“ Orodruin was the common Sindarin name for Mount Doom. It means “Fire Mountain”, from orod (“mountain”) and ruin (“burning, fiery red”). However, the literal Sindarin translation for Mount Doom is Amon Amarth, from amon (“hill, mountain”) and amarth (“doom, fate”). It is also possible that “Doom” is a mis-anglicization of “Dun”, an old-English and possibly Rohirric term for “mountain”.””
Makes sense cuz entspeak is so slow it will take forever to truly name someone if they wanted to so they chose easier names out of convenience.
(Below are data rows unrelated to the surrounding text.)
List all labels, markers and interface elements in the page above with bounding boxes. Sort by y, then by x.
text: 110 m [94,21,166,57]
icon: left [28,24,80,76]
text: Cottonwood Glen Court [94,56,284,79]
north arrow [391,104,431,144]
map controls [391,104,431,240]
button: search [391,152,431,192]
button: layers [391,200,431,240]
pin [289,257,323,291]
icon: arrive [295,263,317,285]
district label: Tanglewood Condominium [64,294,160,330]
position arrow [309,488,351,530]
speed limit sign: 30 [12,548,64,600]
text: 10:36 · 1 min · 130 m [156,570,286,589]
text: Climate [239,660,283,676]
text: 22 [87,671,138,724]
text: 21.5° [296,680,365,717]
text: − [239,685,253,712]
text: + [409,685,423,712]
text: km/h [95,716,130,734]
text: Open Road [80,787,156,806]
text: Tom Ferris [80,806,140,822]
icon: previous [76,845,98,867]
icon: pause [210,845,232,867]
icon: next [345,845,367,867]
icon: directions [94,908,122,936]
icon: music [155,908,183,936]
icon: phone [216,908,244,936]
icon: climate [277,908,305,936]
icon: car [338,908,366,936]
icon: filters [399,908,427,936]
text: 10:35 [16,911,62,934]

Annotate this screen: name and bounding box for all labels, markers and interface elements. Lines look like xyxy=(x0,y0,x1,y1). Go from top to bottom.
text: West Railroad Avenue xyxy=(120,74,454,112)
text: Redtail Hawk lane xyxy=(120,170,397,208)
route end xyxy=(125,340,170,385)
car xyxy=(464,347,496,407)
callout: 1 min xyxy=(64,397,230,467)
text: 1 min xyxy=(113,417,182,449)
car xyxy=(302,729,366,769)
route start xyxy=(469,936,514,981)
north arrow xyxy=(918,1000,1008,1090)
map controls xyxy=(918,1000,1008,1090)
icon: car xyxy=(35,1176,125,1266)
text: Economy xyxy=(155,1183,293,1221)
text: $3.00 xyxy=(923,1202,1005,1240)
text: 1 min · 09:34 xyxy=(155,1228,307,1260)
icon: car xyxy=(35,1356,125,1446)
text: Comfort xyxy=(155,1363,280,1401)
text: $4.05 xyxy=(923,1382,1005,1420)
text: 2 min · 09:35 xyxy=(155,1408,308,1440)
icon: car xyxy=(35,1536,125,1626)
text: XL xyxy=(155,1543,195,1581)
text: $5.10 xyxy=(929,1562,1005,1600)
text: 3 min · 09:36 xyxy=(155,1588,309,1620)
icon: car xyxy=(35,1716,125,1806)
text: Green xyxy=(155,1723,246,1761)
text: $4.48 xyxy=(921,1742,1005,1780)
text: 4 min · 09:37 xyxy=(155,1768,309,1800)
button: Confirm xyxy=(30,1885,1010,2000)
And people of Mordor and easterlings were vile uneducated scum for whom Mount Doom was a refined name that rivalled their best efforts
VERY valid. Well done.
*”Fangorn is my name according to some, Treebeard others make it. Treebeard will do.*
*For I am not going to tell you my* [real (my addition)] *name, not yet at any rate.’ A queer half-knowing, half-humorous look came with a green flicker into his eyes. ‘For one thing it would take a long while: my name is growing all the time, and I’ve lived a very long, long time; so my name is like a story. Real names tell you the story of the things they belong to in my language, in the Old Entish as you might say.”*
I mean, yes this joke is funny – but that’s just it, a joke, not an actual argument. IRL, places and people have been named according to a logic that differs depending on the circumstances, the history, who named it that way and what are they compared to that place/character, etc. There are many instances, such as Amon Amarth, where it wouldn’t make sense for Elves to give its naming as much attention and poetry as they did for Lothlórien / Laurelindórenan.
I highly suggest to watch Hello Future Me’s video on [how to name places in Fantasy](https://www.youtube.com/watch?v=mcKMbVXpRRA&list=LL_5zi2iEDOjchLNlEk0XNmg) – he summarises it well.
So that’s where Halo Wars gets the Spirit of Fire. They just love Tolkien and Norse names.